Instructions to follow —
Only the text of the records belongs in the answer, copied exactly, with every picture omitted.

━━ Records supplied

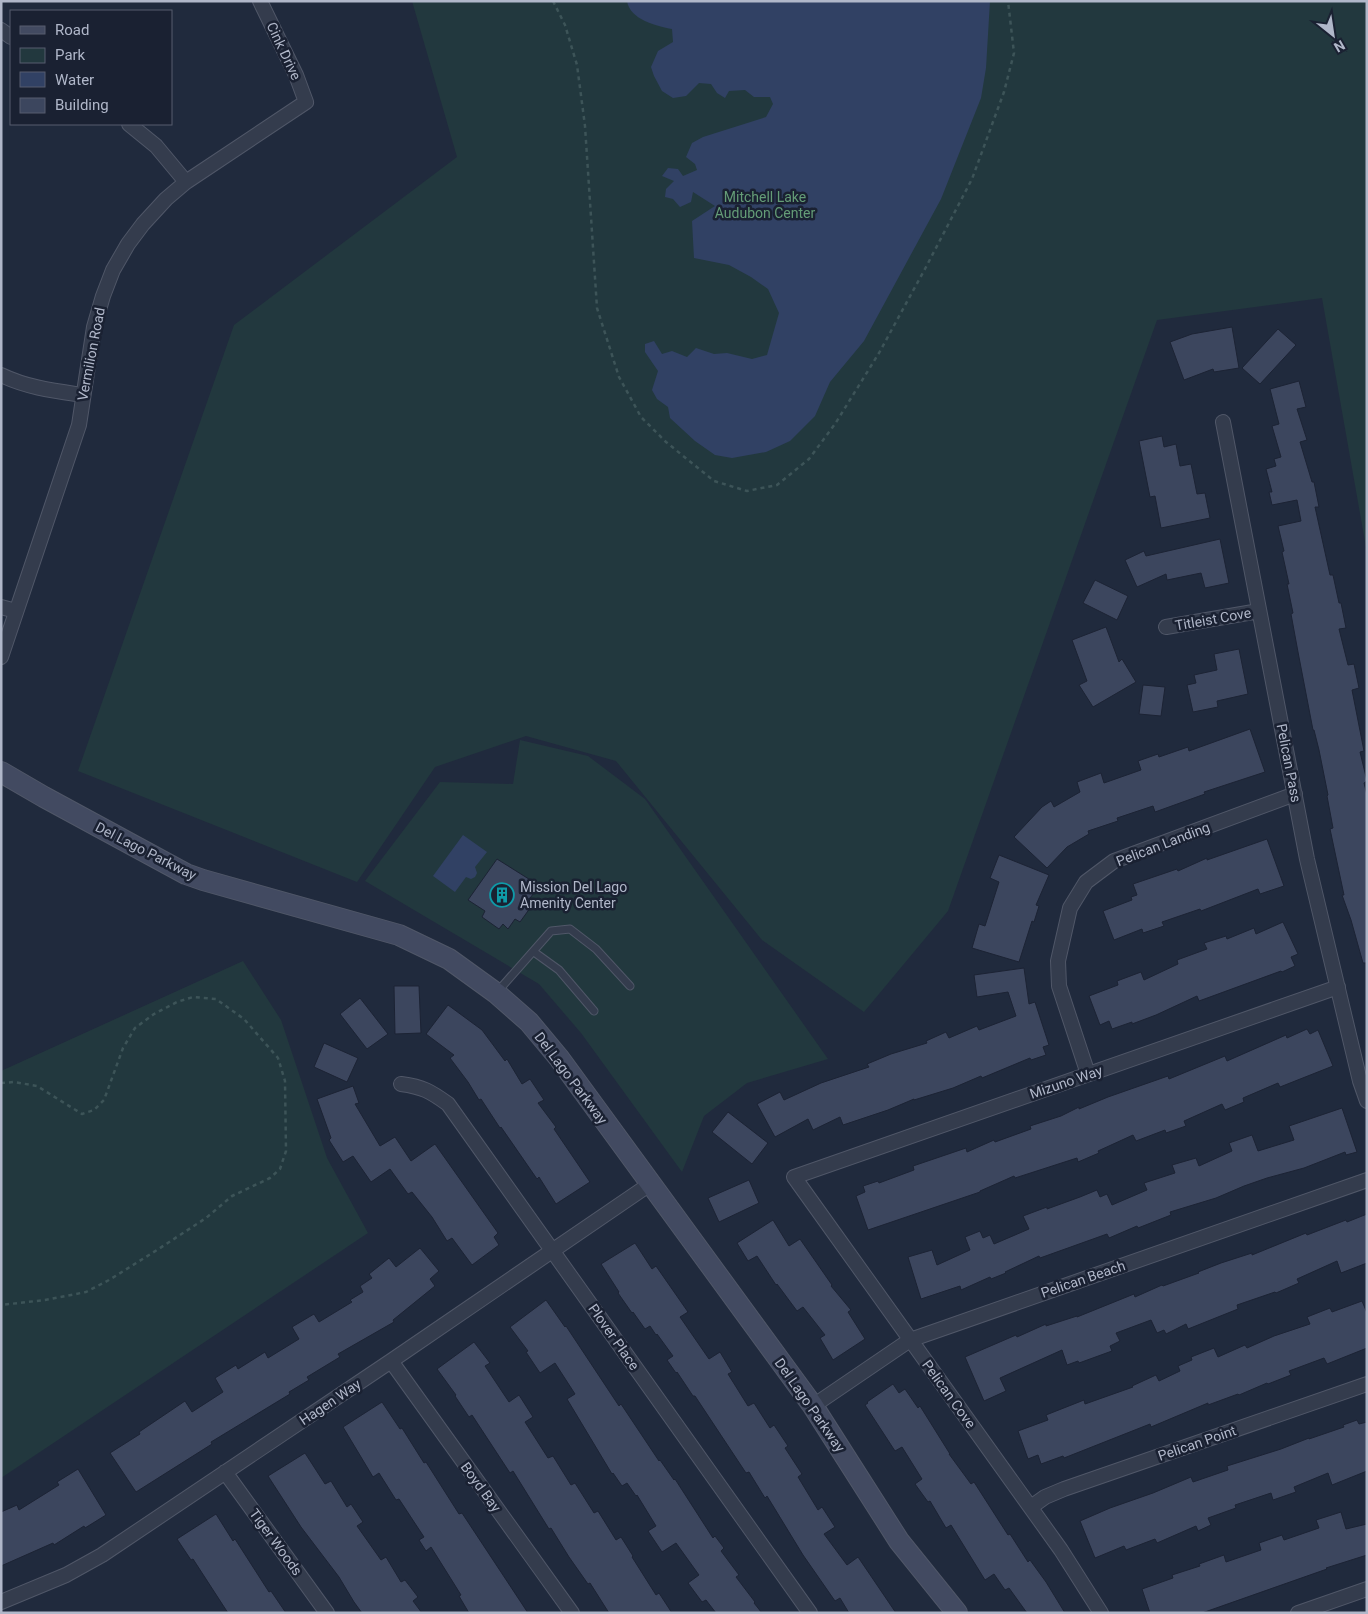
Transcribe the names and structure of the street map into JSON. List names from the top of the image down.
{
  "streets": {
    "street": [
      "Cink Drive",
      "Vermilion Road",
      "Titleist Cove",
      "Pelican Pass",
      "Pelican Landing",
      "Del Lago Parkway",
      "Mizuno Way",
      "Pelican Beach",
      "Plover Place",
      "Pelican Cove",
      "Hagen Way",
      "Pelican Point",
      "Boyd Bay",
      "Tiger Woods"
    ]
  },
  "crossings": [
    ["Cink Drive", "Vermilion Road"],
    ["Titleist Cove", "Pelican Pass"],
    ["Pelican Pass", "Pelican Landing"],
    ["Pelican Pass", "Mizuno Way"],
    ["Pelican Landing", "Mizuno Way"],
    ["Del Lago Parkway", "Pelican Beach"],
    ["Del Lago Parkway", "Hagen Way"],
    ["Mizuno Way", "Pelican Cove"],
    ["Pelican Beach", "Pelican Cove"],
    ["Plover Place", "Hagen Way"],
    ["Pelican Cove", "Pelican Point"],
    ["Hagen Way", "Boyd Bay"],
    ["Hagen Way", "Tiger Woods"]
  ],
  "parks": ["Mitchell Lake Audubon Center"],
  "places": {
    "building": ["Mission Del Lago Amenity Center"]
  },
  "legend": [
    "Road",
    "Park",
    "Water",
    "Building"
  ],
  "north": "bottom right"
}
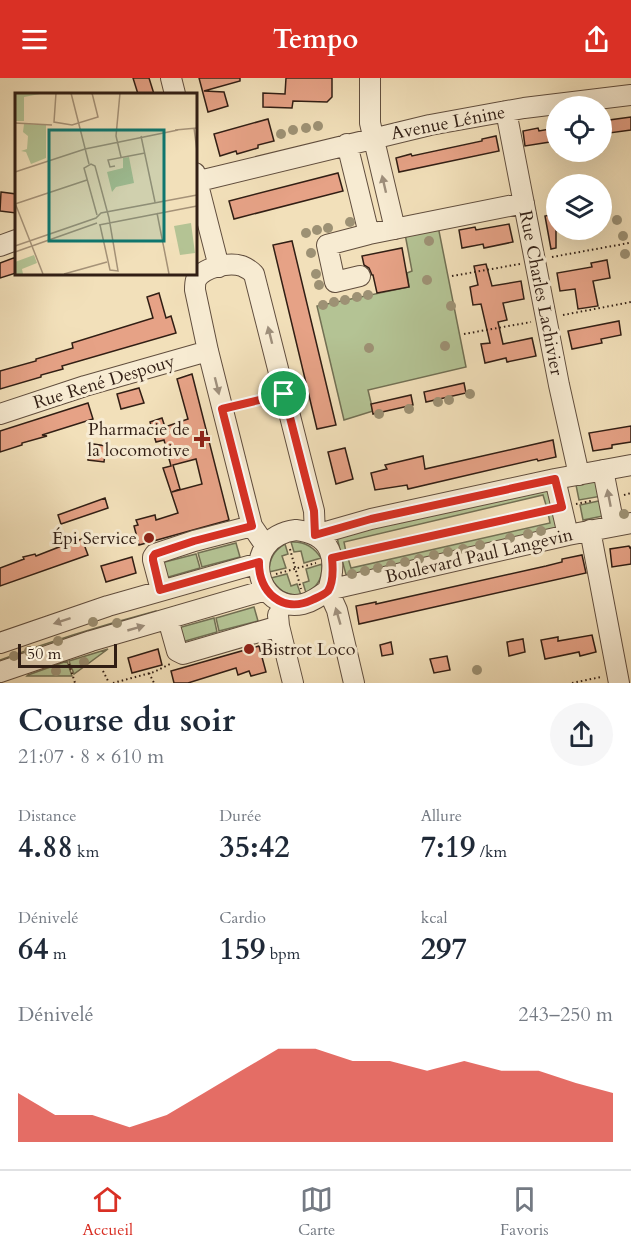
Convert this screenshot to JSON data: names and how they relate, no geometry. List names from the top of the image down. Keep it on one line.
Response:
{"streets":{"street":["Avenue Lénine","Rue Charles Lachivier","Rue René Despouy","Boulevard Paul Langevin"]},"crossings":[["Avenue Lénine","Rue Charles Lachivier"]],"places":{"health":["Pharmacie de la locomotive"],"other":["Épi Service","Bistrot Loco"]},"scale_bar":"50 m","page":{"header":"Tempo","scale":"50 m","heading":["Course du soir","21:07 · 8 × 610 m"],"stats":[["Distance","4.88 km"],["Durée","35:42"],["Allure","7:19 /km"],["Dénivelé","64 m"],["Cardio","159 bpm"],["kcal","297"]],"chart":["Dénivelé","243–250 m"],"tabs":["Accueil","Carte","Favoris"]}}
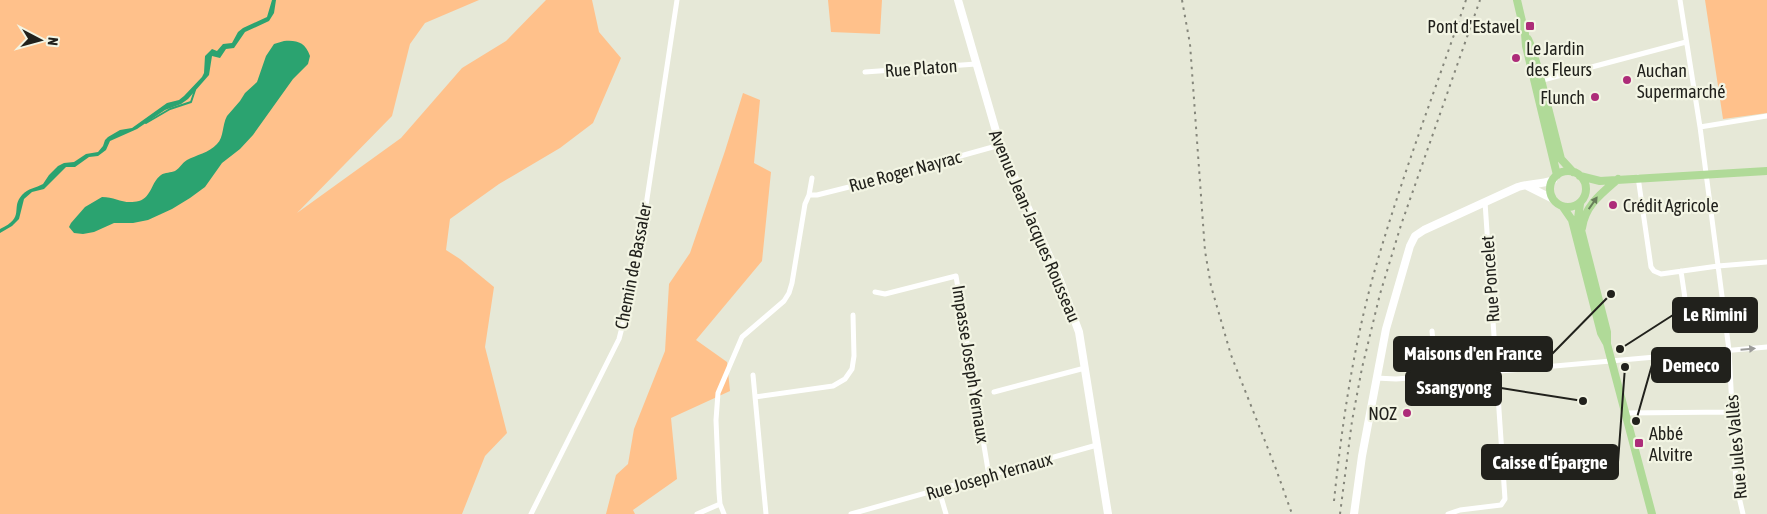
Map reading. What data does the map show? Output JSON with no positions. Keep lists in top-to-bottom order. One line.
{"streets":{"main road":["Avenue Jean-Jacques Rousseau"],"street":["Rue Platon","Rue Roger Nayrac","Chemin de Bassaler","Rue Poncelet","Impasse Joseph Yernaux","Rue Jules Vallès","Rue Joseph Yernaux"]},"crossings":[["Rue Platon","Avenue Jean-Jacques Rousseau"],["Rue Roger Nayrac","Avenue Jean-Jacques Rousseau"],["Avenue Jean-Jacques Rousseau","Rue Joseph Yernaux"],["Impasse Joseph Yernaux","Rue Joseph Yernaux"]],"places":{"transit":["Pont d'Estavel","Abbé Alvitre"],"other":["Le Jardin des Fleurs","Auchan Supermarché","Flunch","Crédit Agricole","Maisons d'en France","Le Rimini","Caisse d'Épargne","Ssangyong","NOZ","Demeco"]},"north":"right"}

━━━━

Result —
Transcribe the names and structure of the street map into JSON. List names from the top of the image down.
{
  "streets": {
    "street": [
      "Cink Drive",
      "Vermilion Road",
      "Titleist Cove",
      "Pelican Pass",
      "Pelican Landing",
      "Del Lago Parkway",
      "Mizuno Way",
      "Pelican Beach",
      "Plover Place",
      "Pelican Cove",
      "Hagen Way",
      "Pelican Point",
      "Boyd Bay",
      "Tiger Woods"
    ]
  },
  "crossings": [
    ["Cink Drive", "Vermilion Road"],
    ["Titleist Cove", "Pelican Pass"],
    ["Pelican Pass", "Pelican Landing"],
    ["Pelican Pass", "Mizuno Way"],
    ["Pelican Landing", "Mizuno Way"],
    ["Del Lago Parkway", "Pelican Beach"],
    ["Del Lago Parkway", "Hagen Way"],
    ["Mizuno Way", "Pelican Cove"],
    ["Pelican Beach", "Pelican Cove"],
    ["Plover Place", "Hagen Way"],
    ["Pelican Cove", "Pelican Point"],
    ["Hagen Way", "Boyd Bay"],
    ["Hagen Way", "Tiger Woods"]
  ],
  "parks": ["Mitchell Lake Audubon Center"],
  "places": {
    "building": ["Mission Del Lago Amenity Center"]
  },
  "legend": [
    "Road",
    "Park",
    "Water",
    "Building"
  ],
  "north": "bottom right"
}
Convert this screenshot to JSON data: names and how they relate, no geometry. List names from the top of the image down. Keep it on one line.
Response:
{"streets":{"street":["Avenue Lénine","Rue Charles Lachivier","Rue René Despouy","Boulevard Paul Langevin"]},"crossings":[["Avenue Lénine","Rue Charles Lachivier"]],"places":{"health":["Pharmacie de la locomotive"],"other":["Épi Service","Bistrot Loco"]},"scale_bar":"50 m","page":{"header":"Tempo","scale":"50 m","heading":["Course du soir","21:07 · 8 × 610 m"],"stats":[["Distance","4.88 km"],["Durée","35:42"],["Allure","7:19 /km"],["Dénivelé","64 m"],["Cardio","159 bpm"],["kcal","297"]],"chart":["Dénivelé","243–250 m"],"tabs":["Accueil","Carte","Favoris"]}}
Map reading. What data does the map show? Output JSON with no positions. Keep lists in top-to-bottom order. One line.
{"streets":{"main road":["Avenue Jean-Jacques Rousseau"],"street":["Rue Platon","Rue Roger Nayrac","Chemin de Bassaler","Rue Poncelet","Impasse Joseph Yernaux","Rue Jules Vallès","Rue Joseph Yernaux"]},"crossings":[["Rue Platon","Avenue Jean-Jacques Rousseau"],["Rue Roger Nayrac","Avenue Jean-Jacques Rousseau"],["Avenue Jean-Jacques Rousseau","Rue Joseph Yernaux"],["Impasse Joseph Yernaux","Rue Joseph Yernaux"]],"places":{"transit":["Pont d'Estavel","Abbé Alvitre"],"other":["Le Jardin des Fleurs","Auchan Supermarché","Flunch","Crédit Agricole","Maisons d'en France","Le Rimini","Caisse d'Épargne","Ssangyong","NOZ","Demeco"]},"north":"right"}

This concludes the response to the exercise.